Obblighi di manutenzione delle aree latistanti un percorso pedonale privato.

Massima

1) Affinché una strada privata possa dirsi assoggettata ad un uso pubblico/servitù pubblica è necessario che sussistano le seguenti condizioni: a) l’uso generalizzato del passaggio da parte di una collettività indeterminata di individui, considerati uti cives in quanto portatori di un interesse generale, non essendo sufficiente un’utilizzazione uti singuli, cioè finalizzata a soddisfare un personale esclusivo interesse per il più agevole accesso a un determinato immobile di proprietà privata; b) l’oggettiva idoneità del bene a soddisfare il fine di pubblico interesse perseguito tramite l’esercizio della servitù; c) un titolo valido a sorreggere l’affermazione del diritto di uso pubblico. 2) L’obbligo di manutenzione, gestione e pulizia della sede stradale non si estende alle aree estranee ad essa e circostanti: grava, infatti, sui proprietari delle ripe dei fondi laterali alle strade l’obbligo di mantenerle in modo da impedire e prevenire situazioni di pericolo connesse a franamenti o scoscendimenti del terreno, o la caduta di massi o altro materiale sulla strada, dove per ripe devono intendersi le zone immediatamente sovrastanti e sottostanti la scarpata del corpo stradale.
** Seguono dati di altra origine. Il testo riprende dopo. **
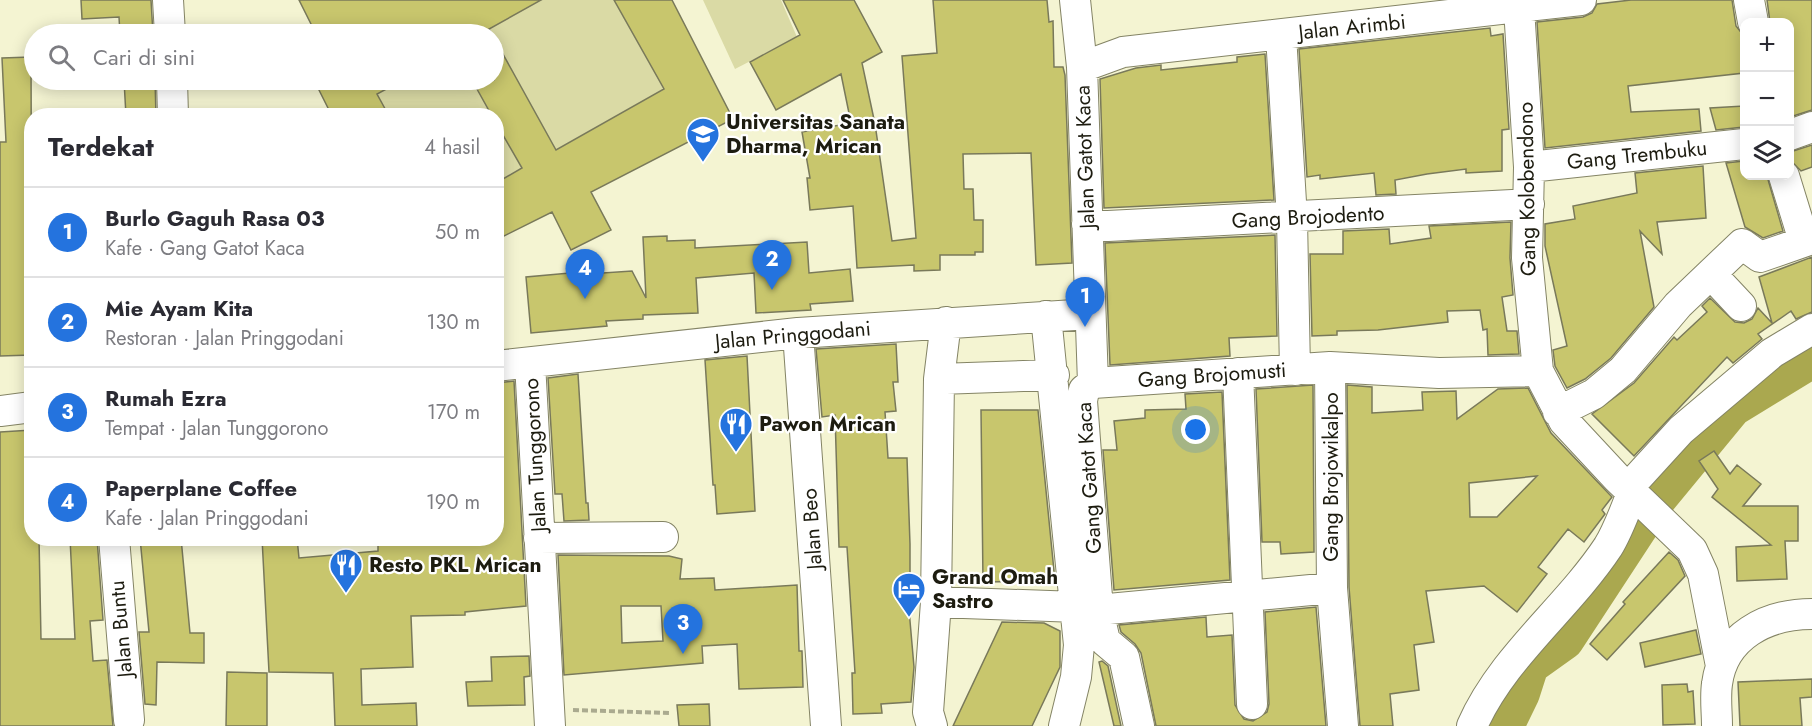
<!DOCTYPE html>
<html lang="id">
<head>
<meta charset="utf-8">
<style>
  body { margin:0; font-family:Jost,sans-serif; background:#f2f2f3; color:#2b2b33 }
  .controls { position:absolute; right:18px; top:18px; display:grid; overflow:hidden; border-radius:12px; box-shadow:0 3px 15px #0003 }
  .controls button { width:54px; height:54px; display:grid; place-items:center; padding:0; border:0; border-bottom:2px solid #e1e1e2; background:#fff; color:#2b2b33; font:30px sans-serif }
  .you { position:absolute; left:1196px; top:430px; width:21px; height:21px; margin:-15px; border:4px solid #fff; border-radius:50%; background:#1a73e8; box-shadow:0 0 0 9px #1a73e833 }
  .badge { display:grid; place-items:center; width:39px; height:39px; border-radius:50%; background:#2473de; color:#fff; font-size:20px; font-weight:700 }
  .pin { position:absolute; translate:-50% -50px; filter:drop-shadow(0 2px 3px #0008) }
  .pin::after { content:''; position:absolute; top:32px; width:21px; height:18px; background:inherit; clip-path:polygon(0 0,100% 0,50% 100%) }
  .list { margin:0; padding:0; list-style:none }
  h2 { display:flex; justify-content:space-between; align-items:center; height:78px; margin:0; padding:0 24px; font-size:26px }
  h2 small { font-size:20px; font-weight:400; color:#7c7c81 }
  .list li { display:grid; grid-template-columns:39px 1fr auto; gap:18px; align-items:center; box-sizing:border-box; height:90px; padding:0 24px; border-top:2px solid #e1e1e2 }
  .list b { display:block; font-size:22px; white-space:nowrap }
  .list p { margin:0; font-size:20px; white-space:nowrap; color:#7c7c81 }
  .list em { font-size:20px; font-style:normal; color:#7c7c81 }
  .icon { flex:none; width:33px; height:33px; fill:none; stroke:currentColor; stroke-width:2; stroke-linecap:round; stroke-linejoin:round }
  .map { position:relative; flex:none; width:1812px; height:726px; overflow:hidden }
  .search { position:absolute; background:#fff; box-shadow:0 3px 15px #0003; left:24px; top:24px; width:480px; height:66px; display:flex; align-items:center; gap:15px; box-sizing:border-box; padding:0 21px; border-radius:33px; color:#7c7c81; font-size:22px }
  .panel { position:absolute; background:#fff; box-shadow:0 3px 15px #0003; left:24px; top:108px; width:480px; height:438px; border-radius:24px }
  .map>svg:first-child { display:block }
  .green { fill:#dadaa5 }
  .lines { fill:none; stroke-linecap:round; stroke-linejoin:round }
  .river { stroke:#aaa84f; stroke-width:40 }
  .building { fill:#c8c66d; stroke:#79795a; stroke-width:1.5; fill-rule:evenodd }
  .minor-casing { stroke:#848465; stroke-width:32 }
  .path { stroke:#aaaa8f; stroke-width:4; stroke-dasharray:6 3; stroke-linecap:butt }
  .minor { stroke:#fff; stroke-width:30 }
  .labels { text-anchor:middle; stroke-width:4.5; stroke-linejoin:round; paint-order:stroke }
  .street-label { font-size:21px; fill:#1d1c10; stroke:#fff }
  .poi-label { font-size:21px; font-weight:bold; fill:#1d1c10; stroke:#fff; text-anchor:start }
</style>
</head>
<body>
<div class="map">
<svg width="1812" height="726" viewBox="0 0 1812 726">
  <rect width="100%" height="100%" fill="#f4f4d2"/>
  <path class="green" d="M541,0H614L664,89L556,150L489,29Z
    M703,0H781L797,37L735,69Z
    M403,80H472L492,115H389L377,94Z
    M496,123L522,168L497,183H496Z"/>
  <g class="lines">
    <path class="river" d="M1504,726L1520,693L1529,665L1564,640L1657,498L1732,407L1812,358"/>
  </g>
  <path class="building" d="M81,0H151L153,34H120L119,17L82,19Z
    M299,0H541L489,29L492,34H316Z
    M614,0H672L733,119L591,192L611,230L571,250L552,212L496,240V183L522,168L496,123V116H492L472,80H494V38L556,150L664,89Z
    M783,0H854L882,52L862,63L875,124L892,241L916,238L902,56L937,53L933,0H1047L1049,22L1053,21L1054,67H1063L1065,75L1072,263L1036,265L1031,153L963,154L964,189H973L974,220H983V252H975V255H940V270L914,271V265L857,268L853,206L810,210L807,178H810L802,132L851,123L841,74L776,110L750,62L800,35Z
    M1631,0H1732L1736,26L1744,36V73L1628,86L1631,112L1699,109L1701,131L1545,148L1537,22L1583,17L1592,13L1597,4Z
    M1767,0H1812V110L1790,117V22H1770Z
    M1490,28L1491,36L1503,34L1509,129L1502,130V171L1466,173V169L1427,174L1395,180L1396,194L1376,195L1374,173L1320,179V175L1307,177L1299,49Z
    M1265,54L1274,200L1104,208L1100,79L1136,68L1161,65V70L1237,62V57Z
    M31,57L32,355L0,356V142H6L2,58Z
    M124,80H155L156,116H126Z
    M314,80H403L377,94L389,116H332Z
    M1744,106V127L1716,130L1710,108Z
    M1812,145V167L1801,171L1790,160V152Z
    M1744,161V176H1767L1783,231L1763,238L1745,227L1726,163Z
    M1703,166L1706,218L1657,222L1662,254L1640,231L1654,307L1611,358L1585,379L1567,388L1555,366L1553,350L1567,346L1545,246V224L1575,219L1573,206L1637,193L1635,173Z
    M1511,222L1510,258L1513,295L1502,297L1507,331H1517L1519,354L1488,355L1487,329L1483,330L1480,310L1447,311L1448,322L1378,330L1337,331V335L1312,336L1310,254H1343V231L1389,229L1390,244L1431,238L1429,226Z
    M1275,235L1277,336L1229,338L1230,356L1110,365L1105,243Z
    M667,236V241L695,240V248L807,242L809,273L850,269L853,301L810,304L811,310L756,313L754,273L696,278L698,313L643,315V319L606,321L607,326L531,333L526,277L603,270V273L632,271L646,298L643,237Z
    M1812,257V312L1796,319L1791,311L1758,334L1762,339L1733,363L1727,357L1634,456L1592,414L1634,383L1674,337L1677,340L1707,312L1702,306L1710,298L1735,322L1744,323L1752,319L1758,308L1772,323L1759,277Z
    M896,344L898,382H893L896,411L885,412L888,458H907L910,544V598H908L914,667L911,702L881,704L882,713L853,714L852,673H855L847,547H839L835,415L822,417L816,349Z
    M747,356L755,511L717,514L715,485H713L705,360Z
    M578,374L586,503H588L589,520L564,521L562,494H555L548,378Z
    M514,381L526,606L465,612V615L411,616L413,667L361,669L362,705L416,703L417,726H335L333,673L269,672L262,538H297L299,558L378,551V538H496V383Z
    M1313,385L1314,552L1281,554L1280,542H1262L1256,389Z
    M1347,385L1372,387V413L1423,410L1422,392L1456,391L1457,419L1498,389L1528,388L1551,433L1612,497L1602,510L1605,514L1584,542L1568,529L1538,567L1547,574L1517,612L1484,586L1426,591L1434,642L1414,645L1419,690L1390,694L1393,726H1360L1349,587ZM1537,476L1497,517H1470L1469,483Z
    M1222,392L1230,580L1114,590L1103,450H1117L1114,421L1145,418V410L1186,409L1185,394Z
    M981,410H1038L1055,581L983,582Z
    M32,430V538H39L41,639H75L70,538H97L103,620L90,621L93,661L107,660L113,726H0V432Z
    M1714,451L1730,474L1737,465L1761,484L1743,506H1798V541H1785L1787,579L1737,581L1736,547L1771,545L1712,497L1718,489L1699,461Z
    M140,538H181L190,633H204V663L157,662L156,705L145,704L139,632H149Z
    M1669,552L1678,560L1685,576L1607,660L1590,644L1625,604L1623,602Z
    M558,555L669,556L682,559L680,579L714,578L715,590L797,585L799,651H802L803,687L739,689L737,644L702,646L703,663L564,675ZM621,606H661L663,641L622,643Z
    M1316,607L1326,726H1156L1141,653L1135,644L1121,632L1119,625L1206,617L1207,637L1232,635L1235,705L1244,719L1253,721L1267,712L1269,704L1265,612Z
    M1002,622L1044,623L1060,631V667L1050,688L1032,726H953Z
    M1696,630L1701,654L1645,667L1640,643Z
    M529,656L530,676L524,677L525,705L468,706L466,682L492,681L491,657Z
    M1102,661L1108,666L1121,726H1114L1099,662Z
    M227,672L267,673V726H226Z
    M1812,679V697L1800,698L1802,726H1740L1738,682Z
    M1687,684L1688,692L1693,691L1695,724L1663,725L1662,685Z
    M709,704L710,726H679L677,705Z"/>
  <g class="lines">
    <g class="minor-casing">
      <path id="minor" d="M168,0L170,34
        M1075,0L1082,67L1093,383L1084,390L1082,401L1098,610L1105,641L1124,657L1139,726
        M1749,0L1753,22
        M1519,8L1529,167L1527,258L1538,371
        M1281,35L1292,219L1295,370
        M1082,67L1123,52L1581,0
        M172,80L173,116
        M1790,135L1812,127
        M1529,167L1744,144
        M1784,176L1804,241
        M1087,224L1108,226L1529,204
        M1711,274L1741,306
        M1046,316L1079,645L1076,677L1064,726
        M798,333L826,726
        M530,363L550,726
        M496,366L798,333L1090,314
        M1330,367L1332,588L1343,726
        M1238,373L1252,704
        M939,379L1054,375
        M1093,383L1330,367L1439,373L1538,371L1564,421L1618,479L1692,550L1703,574L1721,666
        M0,411L32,407
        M1558,412L1594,394L1623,370L1678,305L1742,244L1760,257L1812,239
        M1628,488L1681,430L1772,353L1812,329
        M114,538L129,720
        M539,538L663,537
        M936,602L1077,607
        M1098,610L1332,588
        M932,726L928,712L936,602L939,379L946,322
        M1472,726C1503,656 1566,610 1608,547C1618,531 1625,511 1632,493
        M1717,726C1717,712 1715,697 1717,684C1723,636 1767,614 1812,614"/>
    </g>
    <path class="path" d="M573,710L669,713"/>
    <use href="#minor" class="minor"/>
  </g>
  <defs>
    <g id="university-pin" transform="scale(1.725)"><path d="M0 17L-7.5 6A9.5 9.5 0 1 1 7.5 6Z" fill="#2473de" stroke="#fff"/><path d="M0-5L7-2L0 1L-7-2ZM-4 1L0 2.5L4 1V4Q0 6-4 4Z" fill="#fff"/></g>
    <g id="restaurant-pin" transform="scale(1.725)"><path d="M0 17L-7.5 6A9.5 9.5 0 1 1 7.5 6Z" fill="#2473de" stroke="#fff"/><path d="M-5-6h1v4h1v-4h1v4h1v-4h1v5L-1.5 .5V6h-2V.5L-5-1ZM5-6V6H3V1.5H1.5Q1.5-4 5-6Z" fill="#fff"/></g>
    <g id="hotel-pin" transform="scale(1.725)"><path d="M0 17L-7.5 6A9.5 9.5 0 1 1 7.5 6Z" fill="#2473de" stroke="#fff"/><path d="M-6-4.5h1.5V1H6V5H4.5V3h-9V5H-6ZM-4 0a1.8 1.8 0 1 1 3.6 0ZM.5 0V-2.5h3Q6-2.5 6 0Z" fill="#fff"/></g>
  </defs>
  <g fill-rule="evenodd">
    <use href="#university-pin" x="703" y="134"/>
    <use href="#restaurant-pin" x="736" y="424"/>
    <use href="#restaurant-pin" x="346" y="565"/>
    <use href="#hotel-pin" x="909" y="589"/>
  </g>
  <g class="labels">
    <g class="street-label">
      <text transform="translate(1352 27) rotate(-6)" y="7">Jalan Arimbi</text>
      <text transform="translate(1637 155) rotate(-6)" y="7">Gang Trembuku</text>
      <text transform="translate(1085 157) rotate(-92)" y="7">Jalan Gatot Kaca</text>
      <text transform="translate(1527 189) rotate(-91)" y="7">Gang Kolobendono</text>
      <text transform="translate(1308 217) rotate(-3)" y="7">Gang Brojodento</text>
      <text transform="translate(793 335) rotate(-5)" y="7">Jalan Pringgodani</text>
      <text transform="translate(1212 375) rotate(-4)" y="7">Gang Brojomusti</text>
      <text transform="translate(535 455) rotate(-93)" y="7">Jalan Tunggorono</text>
      <text transform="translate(1331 477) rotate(-90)" y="7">Gang Brojowikalpo</text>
      <text transform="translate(1089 478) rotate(-94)" y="7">Gang Gatot Kaca</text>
      <text transform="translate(812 529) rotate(-94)" y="7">Jalan Beo</text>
      <text transform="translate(121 629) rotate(-95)" y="7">Jalan Buntu</text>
    </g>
    <g class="poi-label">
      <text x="726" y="129">Universitas Sanata<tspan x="726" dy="24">Dharma, Mrican</tspan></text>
      <text x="759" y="431">Pawon Mrican</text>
      <text x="369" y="572">Resto PKL Mrican</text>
      <text x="932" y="584">Grand Omah<tspan x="932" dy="24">Sastro</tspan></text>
    </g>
  </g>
</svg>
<div class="controls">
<button>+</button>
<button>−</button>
<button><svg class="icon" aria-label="layers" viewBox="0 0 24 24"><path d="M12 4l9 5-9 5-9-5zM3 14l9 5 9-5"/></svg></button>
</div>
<div class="you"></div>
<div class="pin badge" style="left:1085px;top:327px">1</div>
<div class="pin badge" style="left:772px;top:290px">2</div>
<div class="pin badge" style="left:683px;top:654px">3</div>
<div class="pin badge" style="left:585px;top:299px">4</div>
<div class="search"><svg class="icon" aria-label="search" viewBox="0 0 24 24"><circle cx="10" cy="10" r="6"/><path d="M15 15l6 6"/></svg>Cari di sini</div>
<section class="panel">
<h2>Terdekat<small>4 hasil</small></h2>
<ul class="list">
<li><span class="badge">1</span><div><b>Burlo Gaguh Rasa 03</b><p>Kafe · Gang Gatot Kaca</p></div><em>50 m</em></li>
<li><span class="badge">2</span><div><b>Mie Ayam Kita</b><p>Restoran · Jalan Pringgodani</p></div><em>130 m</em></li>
<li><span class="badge">3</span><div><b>Rumah Ezra</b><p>Tempat · Jalan Tunggorono</p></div><em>170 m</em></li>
<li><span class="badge">4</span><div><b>Paperplane Coffee</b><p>Kafe · Jalan Pringgodani</p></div><em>190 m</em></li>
</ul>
</section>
</div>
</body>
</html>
Funzionario istruttore BARBARA RIBIS

barbara.ribis@regione.fvg.it

Parere espresso da Servizio affari istituzionali e locali, polizia locale e sicurezza

Testo completo del parere

Il Comune chiede un parere in merito all’individuazione dei soggetti tenuti alla messa in sicurezza di un’area latistante un percorso pedonale che collega il centro cittadino alle pendici del monte sito nel medesimo comune. 

Più in particolare, riferisce dell’esistenza di un sentiero di proprietà privata aperto all’uso pubblico il quale è stato oggetto di apposizione di idonea segnaletica di divieto di accesso da parte sia del privato che dell’amministrazione comunale, la quale ha, altresì, provveduto a transennare detto percorso; il tutto a causa del pericolo di caduta di grossi massi sullo stesso. Ciò premesso l’Ente desidera sapere a chi competa l’eliminazione delle cause che hanno comportato l’insorgenza di detto pericolo, atteso che anche l’area latistante il sentiero in oggetto è di proprietà privata. 

In via preliminare, si osserva che, ai sensi dell’articolo 3, comma 1, num. 48) del decreto legislativo 30 aprile 1992, n. 285 (Nuovo codice della strada), si definisce “sentiero (o Mulattiera o Tratturo)” la “strada a fondo naturale formatasi per effetto del passaggio di pedoni o di animali”. 

Il successivo articolo 14 del medesimo D.Lgs. 285/1992, stabilisce che gli enti proprietari delle strade, allo scopo di garantire la sicurezza e la fluidità della circolazione, provvedono, tra l’altro, “alla manutenzione, gestione e pulizia delle strade, delle loro pertinenze e arredo, nonché delle attrezzature, impianti e servizi” (lett. a)) ed “alla apposizione e manutenzione della segnaletica prescritta” (lett. c)). 

Al contempo, la giurisprudenza[1] ha rilevato che “se un comune consente alla collettività l’utilizzazione, per pubblico transito, di un’area di proprietà privata assume l’obbligo di accertarsi che la manutenzione dell’area e dei relativi manufatti non sia trascurata; e l’inosservanza di tale dovere di sorveglianza, che costituisce un obbligo primario della pa, per il principio del neminem laedere, integra gli estremi della colpa e determina la responsabilità per il danno cagionato all’utente dell’area, nulla rilevando che l’obbligo della manutenzione incomba sul proprietario dell’area”.[2] 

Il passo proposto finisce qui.